Saved entries:
"""

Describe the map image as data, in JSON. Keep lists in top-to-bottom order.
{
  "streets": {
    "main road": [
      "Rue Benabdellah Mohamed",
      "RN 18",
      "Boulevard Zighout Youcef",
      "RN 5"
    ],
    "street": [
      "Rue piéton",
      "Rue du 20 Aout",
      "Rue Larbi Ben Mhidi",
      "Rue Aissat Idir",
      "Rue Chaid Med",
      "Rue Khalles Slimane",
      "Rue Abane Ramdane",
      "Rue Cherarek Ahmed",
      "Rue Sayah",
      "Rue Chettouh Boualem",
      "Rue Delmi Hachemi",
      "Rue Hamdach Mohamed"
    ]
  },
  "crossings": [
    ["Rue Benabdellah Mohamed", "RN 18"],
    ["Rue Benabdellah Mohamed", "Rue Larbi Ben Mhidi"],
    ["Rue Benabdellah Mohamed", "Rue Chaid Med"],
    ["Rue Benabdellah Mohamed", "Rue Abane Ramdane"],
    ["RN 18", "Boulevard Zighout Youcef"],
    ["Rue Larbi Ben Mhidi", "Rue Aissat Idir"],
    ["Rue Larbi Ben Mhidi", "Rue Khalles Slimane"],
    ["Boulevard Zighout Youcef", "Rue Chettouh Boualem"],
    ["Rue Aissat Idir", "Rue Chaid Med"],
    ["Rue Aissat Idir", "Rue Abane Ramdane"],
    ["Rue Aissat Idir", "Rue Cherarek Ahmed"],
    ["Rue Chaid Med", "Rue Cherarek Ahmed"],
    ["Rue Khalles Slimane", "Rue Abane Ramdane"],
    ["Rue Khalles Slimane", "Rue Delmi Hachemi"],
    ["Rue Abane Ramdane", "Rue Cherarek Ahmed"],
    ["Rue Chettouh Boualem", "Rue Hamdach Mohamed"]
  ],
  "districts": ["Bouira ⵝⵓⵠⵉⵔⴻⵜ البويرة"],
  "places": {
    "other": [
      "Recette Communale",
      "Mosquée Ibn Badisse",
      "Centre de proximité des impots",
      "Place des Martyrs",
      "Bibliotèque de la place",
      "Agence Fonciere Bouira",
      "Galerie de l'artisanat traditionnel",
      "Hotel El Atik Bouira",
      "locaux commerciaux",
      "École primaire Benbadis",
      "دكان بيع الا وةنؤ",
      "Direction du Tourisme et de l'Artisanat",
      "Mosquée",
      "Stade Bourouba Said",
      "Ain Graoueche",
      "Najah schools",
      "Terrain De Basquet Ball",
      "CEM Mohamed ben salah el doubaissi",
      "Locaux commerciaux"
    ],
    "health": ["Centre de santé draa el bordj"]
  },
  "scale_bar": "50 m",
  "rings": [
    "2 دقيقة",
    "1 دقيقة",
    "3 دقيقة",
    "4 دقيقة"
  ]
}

"""

The problem: Transcribe the full set of records precisely.

Answer box:
Describe the map image as data, in JSON. Keep lists in top-to-bottom order.
{
  "streets": {
    "main road": [
      "Rue Benabdellah Mohamed",
      "RN 18",
      "Boulevard Zighout Youcef",
      "RN 5"
    ],
    "street": [
      "Rue piéton",
      "Rue du 20 Aout",
      "Rue Larbi Ben Mhidi",
      "Rue Aissat Idir",
      "Rue Chaid Med",
      "Rue Khalles Slimane",
      "Rue Abane Ramdane",
      "Rue Cherarek Ahmed",
      "Rue Sayah",
      "Rue Chettouh Boualem",
      "Rue Delmi Hachemi",
      "Rue Hamdach Mohamed"
    ]
  },
  "crossings": [
    ["Rue Benabdellah Mohamed", "RN 18"],
    ["Rue Benabdellah Mohamed", "Rue Larbi Ben Mhidi"],
    ["Rue Benabdellah Mohamed", "Rue Chaid Med"],
    ["Rue Benabdellah Mohamed", "Rue Abane Ramdane"],
    ["RN 18", "Boulevard Zighout Youcef"],
    ["Rue Larbi Ben Mhidi", "Rue Aissat Idir"],
    ["Rue Larbi Ben Mhidi", "Rue Khalles Slimane"],
    ["Boulevard Zighout Youcef", "Rue Chettouh Boualem"],
    ["Rue Aissat Idir", "Rue Chaid Med"],
    ["Rue Aissat Idir", "Rue Abane Ramdane"],
    ["Rue Aissat Idir", "Rue Cherarek Ahmed"],
    ["Rue Chaid Med", "Rue Cherarek Ahmed"],
    ["Rue Khalles Slimane", "Rue Abane Ramdane"],
    ["Rue Khalles Slimane", "Rue Delmi Hachemi"],
    ["Rue Abane Ramdane", "Rue Cherarek Ahmed"],
    ["Rue Chettouh Boualem", "Rue Hamdach Mohamed"]
  ],
  "districts": ["Bouira ⵝⵓⵠⵉⵔⴻⵜ البويرة"],
  "places": {
    "other": [
      "Recette Communale",
      "Mosquée Ibn Badisse",
      "Centre de proximité des impots",
      "Place des Martyrs",
      "Bibliotèque de la place",
      "Agence Fonciere Bouira",
      "Galerie de l'artisanat traditionnel",
      "Hotel El Atik Bouira",
      "locaux commerciaux",
      "École primaire Benbadis",
      "دكان بيع الا وةنؤ",
      "Direction du Tourisme et de l'Artisanat",
      "Mosquée",
      "Stade Bourouba Said",
      "Ain Graoueche",
      "Najah schools",
      "Terrain De Basquet Ball",
      "CEM Mohamed ben salah el doubaissi",
      "Locaux commerciaux"
    ],
    "health": ["Centre de santé draa el bordj"]
  },
  "scale_bar": "50 m",
  "rings": [
    "2 دقيقة",
    "1 دقيقة",
    "3 دقيقة",
    "4 دقيقة"
  ]
}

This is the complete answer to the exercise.